The Narrows Chokepoint Dependency Model produces three outputs for Panama Canal throttling scenarios: value at risk, rerouting penalty, and the commodity and country breakdown of exposure. The grain trade at risk range, $31B at 33% severity, $46.5B at 50% severity, and $93B at full closure, is derived from bilateral 2023 UN Comtrade data applied to a corridor dependency matrix for corn, soybean, and wheat. All grain data is Tier 3 and should be read as directionally correct rather than Tier 1 bilateral precision.

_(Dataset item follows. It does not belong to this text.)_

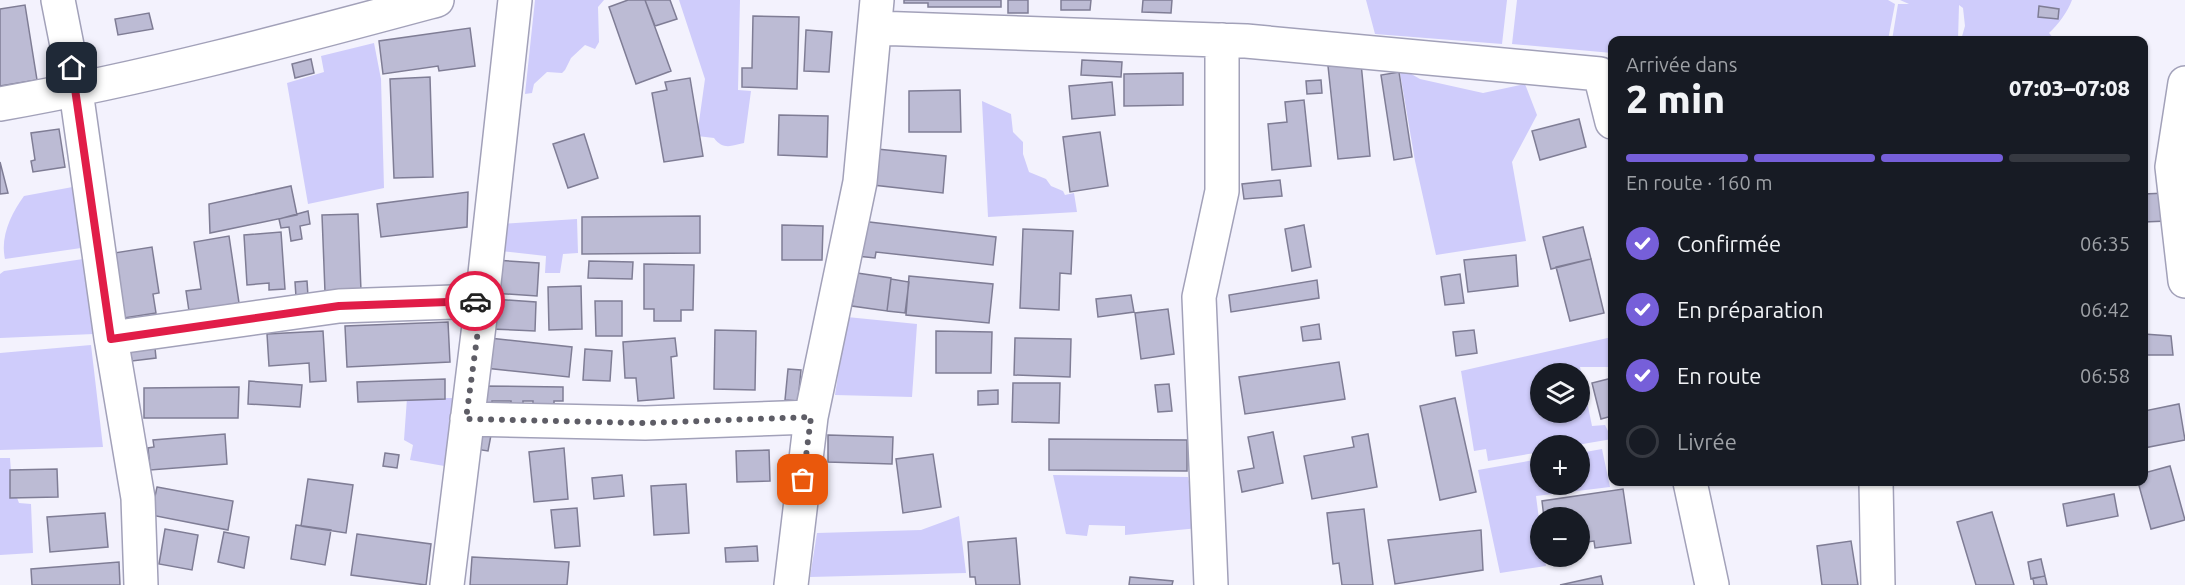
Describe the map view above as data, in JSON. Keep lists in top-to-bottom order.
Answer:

The figures that are most analytically stable are those for the East Asian importers: Japan corn and soybean exposure at the mid-point severity runs to approximately $3B combined; South Korea approximately $1.4B. These are not the largest absolute numbers in the matrix. China's soybean exposure at 50% severity is $26.3B. But Japan and South Korea carry a structural constraint that China does not: no viable domestic production substitute at scale, and Pacific routing that is physically dependent on canal access or Cape Horn. For an underwriter assessing accumulation risk or a project finance team stress-testing a food import facility, those are the figures that belong in a scenario model.
The throttle problem, in the end, is a pricing problem. A full closure is dramatic, discussable, and precisely because it is dramatic, already present in most scenario frameworks. A sustained six-month reduction to 50% throughput is less dramatic, harder to communicate, and almost entirely absent from the risk models of the counterparties most exposed to it. The 2023–24 event established an empirical baseline. The forward ENSO outlook indicates the relevant risk horizon. The bilateral dependency data identifies who is on the hook. Running those inputs through a parametric model before the disruption begins is the step that most desks have not taken.
References
ACP (2026). The Panama Canal responds to the risk of El Niño with foresight. Autoridad del Canal de Panamá.
BTS (2024). Vessel Draft Restrictions on the Panama Canal by Locks: February 2022–August 2024. Bureau of Transportation Statistics.
Fuentes, G. and Munim, Z.H. (2025). Climate influence on Panama Canal operations: predicting canal water times with integrated environmental and operational data. Transportation Research Part E, 203. DOI: 10.1016/j.tre.2025.103606.
Muñoz, S., Lawrence, Z. and Wang, S. (2025). Drying of the Panama Canal in a warming climate. Geophysical Research Letters, 52(18), e2025GL117038. DOI: 10.1029/2025GL117038.
NOAA CPC (2026). ENSO: Recent Evolution, Current Status and Predictions. Climate Prediction Center / NCEP, 13 April 2026.
Port Economics, Management and Policy (2024). Effect of the Panama Canal draft limitation on containership capacity. porteconomicsmanagement.org.
Rabobank (2023). The Panama Canal needs a rainy October: impacts of Panama Canal drought on global agricultural trade.
Riviera Maritime Media (2026). Panama Canal Authority warns of potential El Niño impacts in 2027.
S&P Global (2024). Panama Canal draft restrictions offer sustained challenge for carriers.
World Weather Attribution (2024). Low water levels in Panama Canal due to increasing demand exacerbated by El Niño event.